The majority of firms, especially smaller companies and the buyside, are largely unready for the new market abuse regulations from the European Union which come into force on 3 July.

The Market Abuse Regulation and the Directive on Criminal Sanctions for Market Abuse extend regulations from equities into  other asset classes, explicitly ban the manipulation of benchmarks such as Libor for interest rates, and reinforce the investigative and sanctioning powers of regulators.

Stefan Hendrickx, founder and executive director at Ancoa told Markets Media that the firm, which provides contextual surveillance technology, has been been working with clients over the past 12 months to get them ready for MAR. He said banks and brokers are largely more ready than the buyside who are new to this type of surveillance.

Hendrickx added: “The readiness of the financial industry is fairly low across the board but the Financial Conduct Authority had said this is acceptable on day one as long as firms have a clear implementation plan.”

The European Commission said the Market Abuse Regulation ensures that rules keep pace with new trading platforms and new technologies, such as high frequency trading.

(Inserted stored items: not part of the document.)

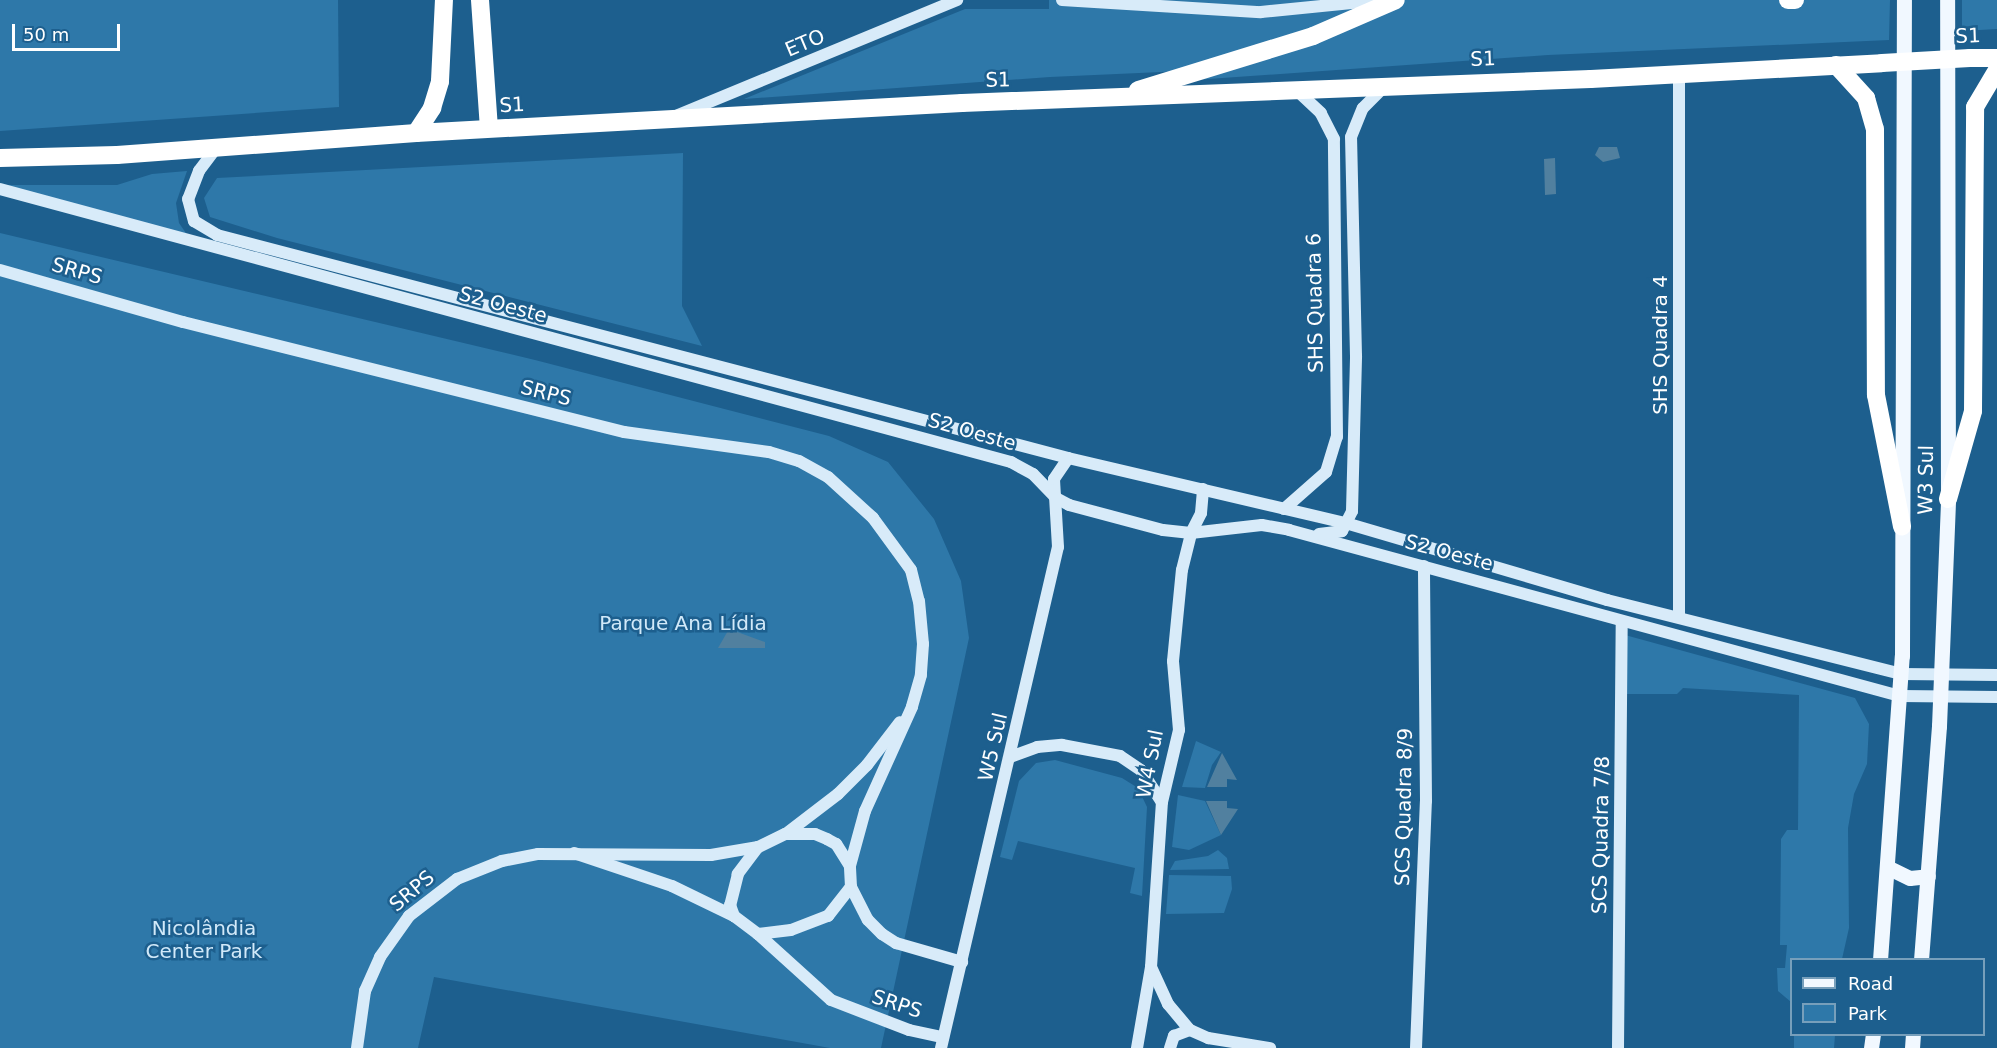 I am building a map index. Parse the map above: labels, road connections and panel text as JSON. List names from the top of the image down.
{
  "streets": {
    "highway": ["S1"],
    "main road": [
      "ETO",
      "SRPS",
      "SHS Quadra 6",
      "S2 Oeste",
      "SHS Quadra 4",
      "W3 Sul",
      "W5 Sul",
      "W4 Sul",
      "SCS Quadra 8/9",
      "SCS Quadra 7/8"
    ]
  },
  "crossings": [
    ["S1", "ETO"],
    ["S1", "SHS Quadra 6"],
    ["S1", "S2 Oeste"],
    ["S1", "SHS Quadra 4"],
    ["SRPS", "W5 Sul"],
    ["SHS Quadra 6", "S2 Oeste"],
    ["S2 Oeste", "SHS Quadra 4"],
    ["S2 Oeste", "W3 Sul"],
    ["S2 Oeste", "W5 Sul"],
    ["S2 Oeste", "W4 Sul"],
    ["S2 Oeste", "SCS Quadra 8/9"],
    ["S2 Oeste", "SCS Quadra 7/8"]
  ],
  "parks": ["Parque Ana Lídia", "Nicolândia Center Park"],
  "legend": ["Road", "Park"],
  "scale_bar": "50 m"
} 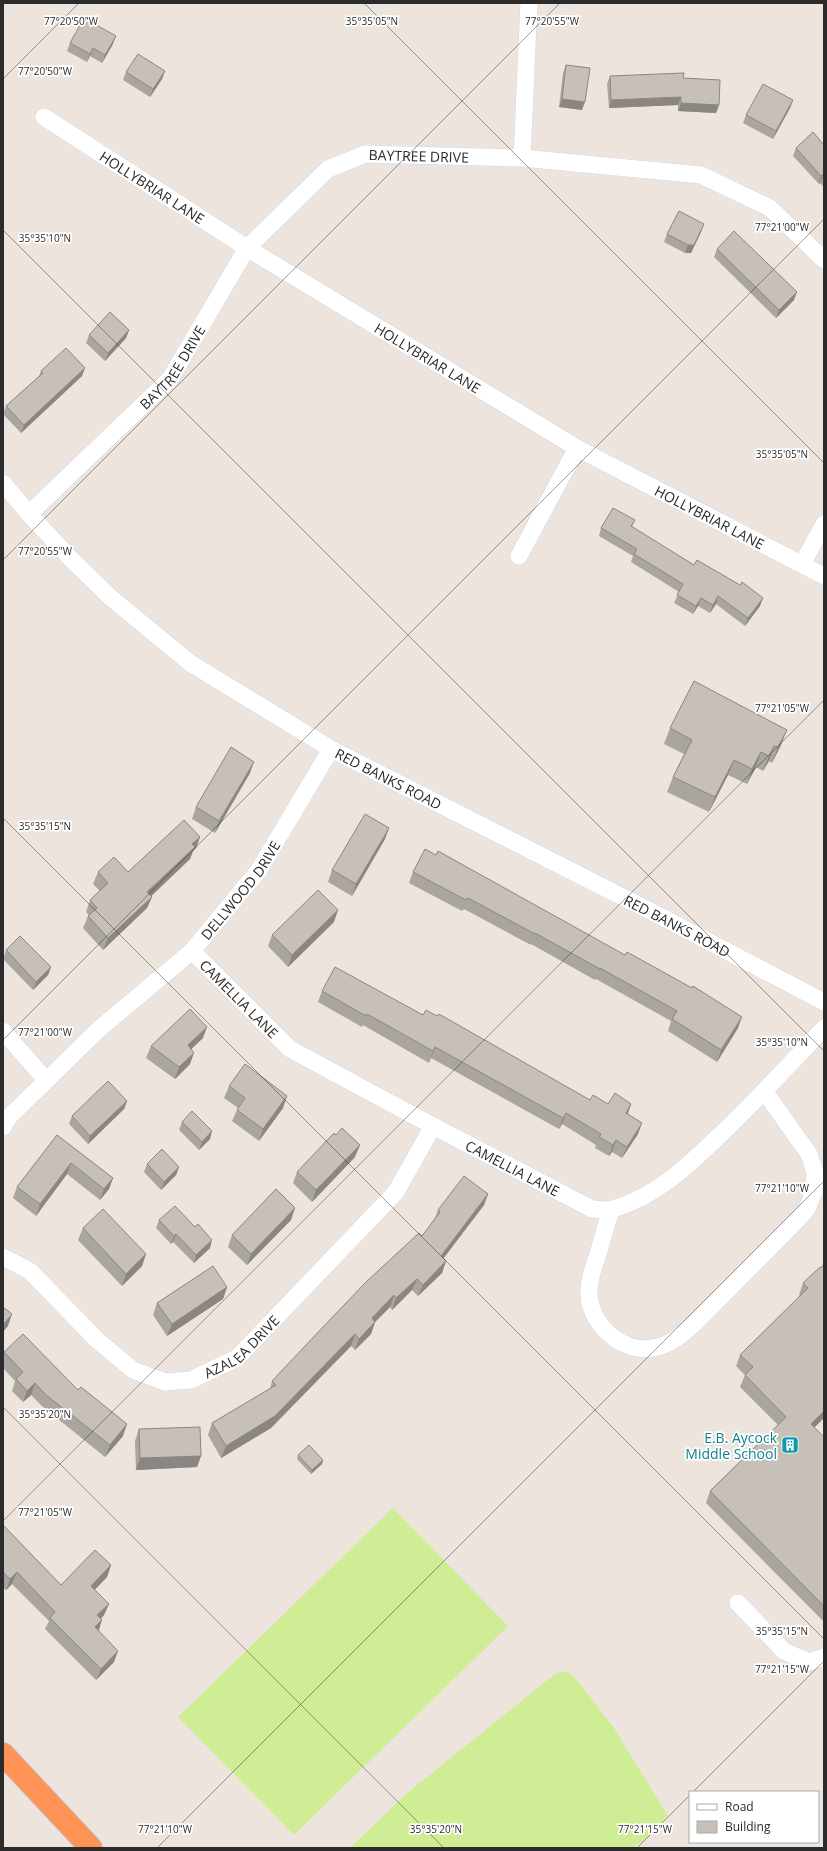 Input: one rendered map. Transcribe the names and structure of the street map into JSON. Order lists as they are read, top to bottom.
{
  "streets": {
    "street": [
      "BAYTREE DRIVE",
      "HOLLYBRIAR LANE",
      "RED BANKS ROAD",
      "DELLWOOD DRIVE",
      "CAMELLIA LANE",
      "AZALEA DRIVE"
    ]
  },
  "crossings": [
    ["BAYTREE DRIVE", "HOLLYBRIAR LANE"],
    ["BAYTREE DRIVE", "RED BANKS ROAD"],
    ["RED BANKS ROAD", "DELLWOOD DRIVE"],
    ["DELLWOOD DRIVE", "CAMELLIA LANE"],
    ["CAMELLIA LANE", "AZALEA DRIVE"]
  ],
  "places": {
    "building": ["E.B. Aycock Middle School"]
  },
  "legend": ["Road", "Building"],
  "coordinates": [
    "77°20'50\"W",
    "35°35'05\"N",
    "77°20'55\"W",
    "77°21'00\"W",
    "35°35'10\"N",
    "77°21'05\"W",
    "35°35'15\"N",
    "77°21'10\"W",
    "35°35'20\"N",
    "77°21'15\"W"
  ]
} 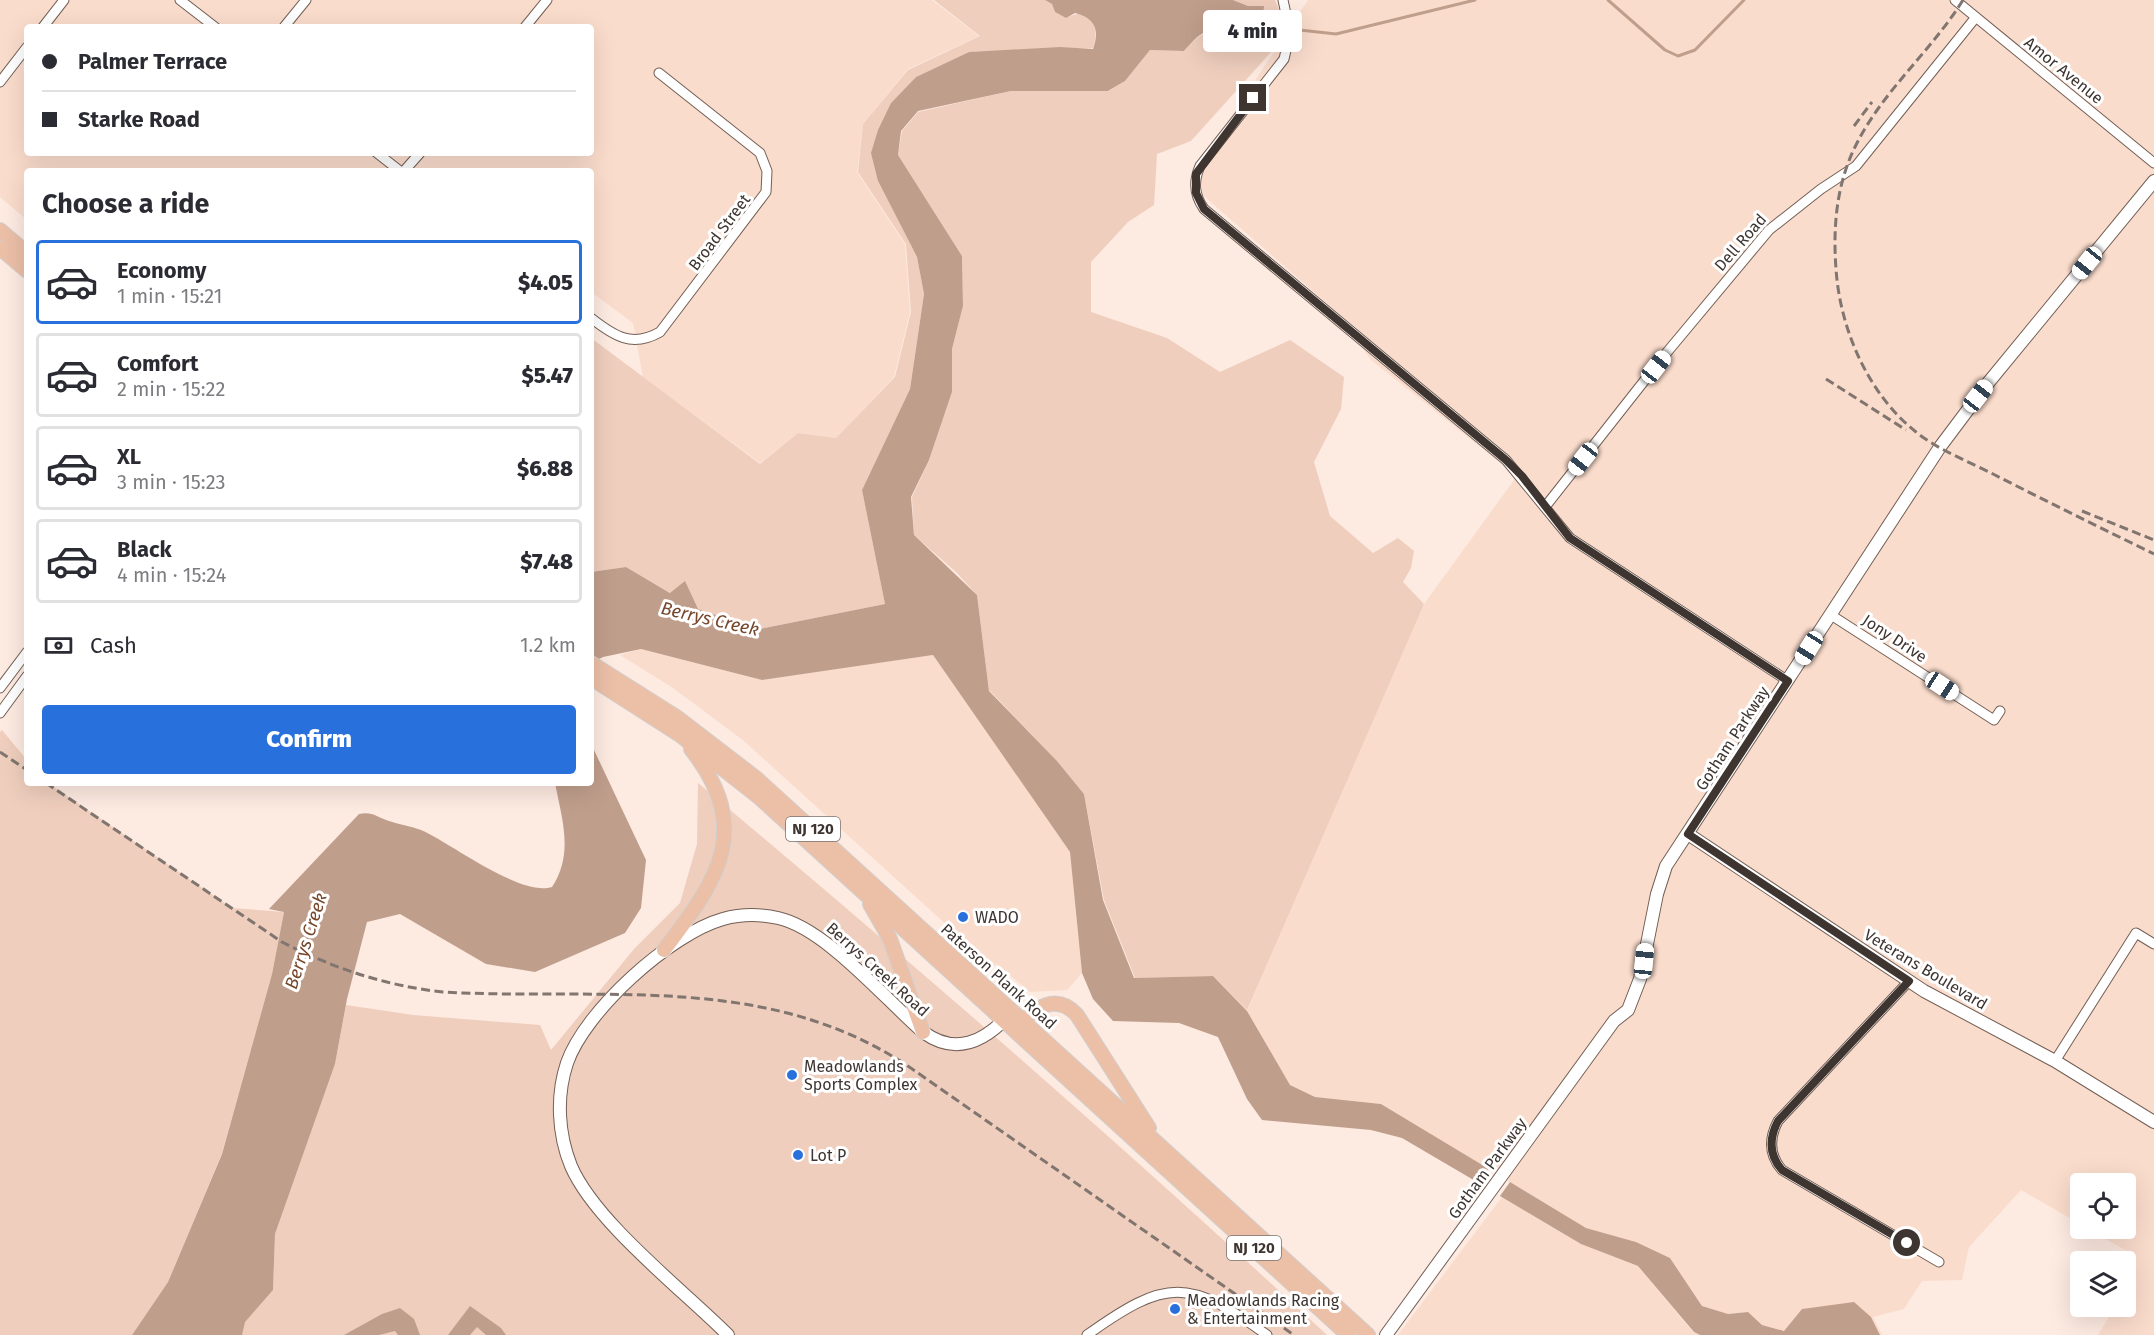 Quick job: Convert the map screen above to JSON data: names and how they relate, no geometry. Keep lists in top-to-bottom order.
{
  "streets": {
    "main road": ["NJ 120", "Paterson Plank Road"],
    "street": [
      "Amor Avenue",
      "Broad Street",
      "Dell Road",
      "Jony Drive",
      "Gotham Parkway",
      "Berrys Creek Road",
      "Veterans Boulevard"
    ]
  },
  "crossings": [
    ["Amor Avenue", "Dell Road"],
    ["Jony Drive", "Gotham Parkway"],
    ["Gotham Parkway", "Veterans Boulevard"],
    ["Berrys Creek Road", "Paterson Plank Road"]
  ],
  "water": ["Berrys Creek"],
  "places": [
    "WADO",
    "Meadowlands Sports Complex",
    "Lot P",
    "Meadowlands Racing & Entertainment"
  ],
  "page": {
    "bubble": "4 min",
    "banner": ["Palmer Terrace", "Starke Road"],
    "heading": "Choose a ride",
    "list": [
      {
        "name": "Economy",
        "note": "1 min · 15:21",
        "value": "$4.05"
      },
      {
        "name": "Comfort",
        "note": "2 min · 15:22",
        "value": "$5.47"
      },
      {
        "name": "XL",
        "note": "3 min · 15:23",
        "value": "$6.88"
      },
      {
        "name": "Black",
        "note": "4 min · 15:24",
        "value": "$7.48"
      }
    ],
    "pay": ["Cash", "1.2 km"],
    "buttons": "Confirm"
  }
}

The directive requires the 28 member states of the European Union to introduce common definitions of criminal offences of insider dealing and market manipulation, and to impose maximum criminal penalties for the most serious market abuse offences, including the manipulation of benchmarks.

Vera Jourová, commissioner responsible for justice, consumers and gender equality, said in a statement: “Administrative authorities will now have greater powers to investigate market abuse and to impose significant fines, while those found guilty of market abuse will be deterred by the prospect of facing jail.”

The incoming regulations extend the need for surveillance from equities into all other asset classes, except spot foreign exchange. Hendrickx said Ancoa has been developing more sophisticated scenarios, for example, after talking to prop traders about how options can be used for market manipulation in the real world and how to spot manipulation in fixed income which have request-for-quote markets rather than a central order book.

“Human intelligence is just as important as the automated alerts,” he added. “We provide all the data  visualised on one screen so trends can be easily analysed – whether by client, desk or strategy.”

Colin Berthoud, founding Partner at TIM Group, told Markets Media that the fintech company, which provides software to capture investment recommendations, has 140 sellside clients in Europe and only one fifth will be fully ready by July 3, although the remainder have implementation plans. He said part of the reason for the lack of readiness is that the European Commission only endorsed the new rules in March.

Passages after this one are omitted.